Saved entries:

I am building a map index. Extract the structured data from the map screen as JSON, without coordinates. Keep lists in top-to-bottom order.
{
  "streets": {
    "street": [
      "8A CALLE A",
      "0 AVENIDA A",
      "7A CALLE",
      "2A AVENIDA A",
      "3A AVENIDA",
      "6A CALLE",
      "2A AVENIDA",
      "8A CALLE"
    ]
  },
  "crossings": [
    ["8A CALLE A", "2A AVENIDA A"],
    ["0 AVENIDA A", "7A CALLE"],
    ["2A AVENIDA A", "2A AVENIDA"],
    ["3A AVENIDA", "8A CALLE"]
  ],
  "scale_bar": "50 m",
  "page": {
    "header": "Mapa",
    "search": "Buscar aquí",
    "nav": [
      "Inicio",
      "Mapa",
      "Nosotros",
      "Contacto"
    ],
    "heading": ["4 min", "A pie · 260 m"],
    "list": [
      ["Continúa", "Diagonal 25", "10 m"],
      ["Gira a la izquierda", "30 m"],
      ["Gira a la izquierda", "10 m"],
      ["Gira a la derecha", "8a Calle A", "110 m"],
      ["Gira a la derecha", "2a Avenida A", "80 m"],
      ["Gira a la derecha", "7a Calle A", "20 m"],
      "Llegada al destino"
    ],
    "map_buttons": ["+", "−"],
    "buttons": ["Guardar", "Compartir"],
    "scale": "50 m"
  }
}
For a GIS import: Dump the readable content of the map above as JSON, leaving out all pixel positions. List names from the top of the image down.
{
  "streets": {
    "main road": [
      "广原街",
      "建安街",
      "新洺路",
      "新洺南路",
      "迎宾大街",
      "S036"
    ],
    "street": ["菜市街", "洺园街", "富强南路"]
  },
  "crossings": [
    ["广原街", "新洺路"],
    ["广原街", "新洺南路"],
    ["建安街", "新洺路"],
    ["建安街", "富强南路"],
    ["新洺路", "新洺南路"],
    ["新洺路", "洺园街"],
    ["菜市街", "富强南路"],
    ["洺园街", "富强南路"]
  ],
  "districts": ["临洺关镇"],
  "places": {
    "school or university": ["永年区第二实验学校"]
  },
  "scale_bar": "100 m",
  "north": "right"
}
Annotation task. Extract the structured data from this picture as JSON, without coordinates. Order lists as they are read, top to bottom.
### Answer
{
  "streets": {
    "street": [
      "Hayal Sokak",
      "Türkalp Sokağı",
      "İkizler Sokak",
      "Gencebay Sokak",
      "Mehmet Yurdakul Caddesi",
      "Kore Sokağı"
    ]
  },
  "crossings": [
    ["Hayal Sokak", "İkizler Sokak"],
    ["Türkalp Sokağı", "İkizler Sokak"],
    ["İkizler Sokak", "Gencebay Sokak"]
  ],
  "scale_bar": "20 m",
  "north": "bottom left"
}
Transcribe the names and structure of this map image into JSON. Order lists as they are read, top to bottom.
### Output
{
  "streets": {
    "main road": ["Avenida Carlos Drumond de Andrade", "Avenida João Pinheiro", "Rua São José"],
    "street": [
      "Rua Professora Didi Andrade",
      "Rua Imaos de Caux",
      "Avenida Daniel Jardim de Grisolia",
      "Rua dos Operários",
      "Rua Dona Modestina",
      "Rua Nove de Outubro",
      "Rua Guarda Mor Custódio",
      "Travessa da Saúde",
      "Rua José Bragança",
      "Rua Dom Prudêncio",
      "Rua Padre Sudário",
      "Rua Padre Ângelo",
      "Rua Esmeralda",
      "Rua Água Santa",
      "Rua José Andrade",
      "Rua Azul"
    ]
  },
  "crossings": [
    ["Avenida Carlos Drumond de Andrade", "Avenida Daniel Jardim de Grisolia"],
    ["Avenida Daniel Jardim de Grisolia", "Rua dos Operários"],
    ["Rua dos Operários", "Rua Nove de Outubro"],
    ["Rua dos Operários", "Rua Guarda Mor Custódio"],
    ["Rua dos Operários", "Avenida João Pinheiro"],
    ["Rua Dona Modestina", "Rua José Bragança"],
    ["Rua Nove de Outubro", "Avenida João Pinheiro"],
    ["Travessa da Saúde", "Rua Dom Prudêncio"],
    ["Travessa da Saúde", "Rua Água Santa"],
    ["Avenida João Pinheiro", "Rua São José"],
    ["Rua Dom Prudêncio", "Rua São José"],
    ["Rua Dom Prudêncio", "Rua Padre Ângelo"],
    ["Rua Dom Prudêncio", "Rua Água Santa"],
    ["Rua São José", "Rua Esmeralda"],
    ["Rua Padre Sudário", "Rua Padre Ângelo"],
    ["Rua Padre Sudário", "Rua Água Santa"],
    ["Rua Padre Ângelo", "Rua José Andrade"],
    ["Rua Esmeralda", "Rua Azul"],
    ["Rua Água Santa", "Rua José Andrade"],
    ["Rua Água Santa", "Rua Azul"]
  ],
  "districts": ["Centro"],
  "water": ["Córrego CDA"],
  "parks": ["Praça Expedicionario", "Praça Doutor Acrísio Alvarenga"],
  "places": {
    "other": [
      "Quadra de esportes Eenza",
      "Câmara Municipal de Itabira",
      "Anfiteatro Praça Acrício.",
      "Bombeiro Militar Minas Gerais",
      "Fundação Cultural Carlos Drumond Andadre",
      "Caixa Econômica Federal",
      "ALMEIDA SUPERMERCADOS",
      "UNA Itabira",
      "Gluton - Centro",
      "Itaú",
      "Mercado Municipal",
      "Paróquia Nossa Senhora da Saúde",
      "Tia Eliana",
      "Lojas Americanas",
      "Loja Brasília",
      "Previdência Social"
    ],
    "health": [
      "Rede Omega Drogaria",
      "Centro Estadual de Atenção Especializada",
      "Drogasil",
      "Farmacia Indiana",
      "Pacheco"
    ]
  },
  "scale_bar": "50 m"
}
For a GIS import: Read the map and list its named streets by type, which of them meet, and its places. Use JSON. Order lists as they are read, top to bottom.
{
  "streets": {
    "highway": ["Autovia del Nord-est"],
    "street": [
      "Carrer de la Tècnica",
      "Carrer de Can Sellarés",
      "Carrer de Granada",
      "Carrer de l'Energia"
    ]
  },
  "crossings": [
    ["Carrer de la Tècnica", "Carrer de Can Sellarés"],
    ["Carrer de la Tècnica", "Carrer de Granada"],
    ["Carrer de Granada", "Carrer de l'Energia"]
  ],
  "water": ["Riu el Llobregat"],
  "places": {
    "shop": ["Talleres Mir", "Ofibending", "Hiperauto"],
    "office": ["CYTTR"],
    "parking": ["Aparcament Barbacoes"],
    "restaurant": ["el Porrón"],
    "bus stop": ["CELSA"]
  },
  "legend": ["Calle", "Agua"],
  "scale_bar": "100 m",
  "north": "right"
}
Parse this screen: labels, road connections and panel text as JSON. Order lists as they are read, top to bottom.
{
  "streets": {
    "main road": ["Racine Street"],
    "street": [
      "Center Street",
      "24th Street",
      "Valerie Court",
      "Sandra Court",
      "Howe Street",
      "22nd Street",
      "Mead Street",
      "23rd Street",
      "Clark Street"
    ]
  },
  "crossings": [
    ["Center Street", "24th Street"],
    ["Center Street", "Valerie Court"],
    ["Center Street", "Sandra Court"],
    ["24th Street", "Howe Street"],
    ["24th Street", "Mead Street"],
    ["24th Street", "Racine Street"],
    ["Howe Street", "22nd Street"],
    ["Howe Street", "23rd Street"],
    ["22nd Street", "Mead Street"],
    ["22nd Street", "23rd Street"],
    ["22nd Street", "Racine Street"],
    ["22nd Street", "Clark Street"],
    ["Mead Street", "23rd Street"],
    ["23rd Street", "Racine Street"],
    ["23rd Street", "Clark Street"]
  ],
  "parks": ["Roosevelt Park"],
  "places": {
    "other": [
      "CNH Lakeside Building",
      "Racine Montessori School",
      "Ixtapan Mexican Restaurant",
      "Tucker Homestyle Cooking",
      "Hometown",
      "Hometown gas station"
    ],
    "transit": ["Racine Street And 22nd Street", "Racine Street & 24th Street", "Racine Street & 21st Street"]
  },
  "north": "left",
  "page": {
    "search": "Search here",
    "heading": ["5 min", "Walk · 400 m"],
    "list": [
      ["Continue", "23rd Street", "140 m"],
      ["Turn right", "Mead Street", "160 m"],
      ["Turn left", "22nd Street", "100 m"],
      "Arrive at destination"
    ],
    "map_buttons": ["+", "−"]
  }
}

Exercise objective –
Look through the entries for the string "main". Every line that has it belongs in the answer.

The completed task –
    "main road": [
    "main road": ["Avenida Carlos Drumond de Andrade", "Avenida João Pinheiro", "Rua São José"],
    "main road": ["Racine Street"],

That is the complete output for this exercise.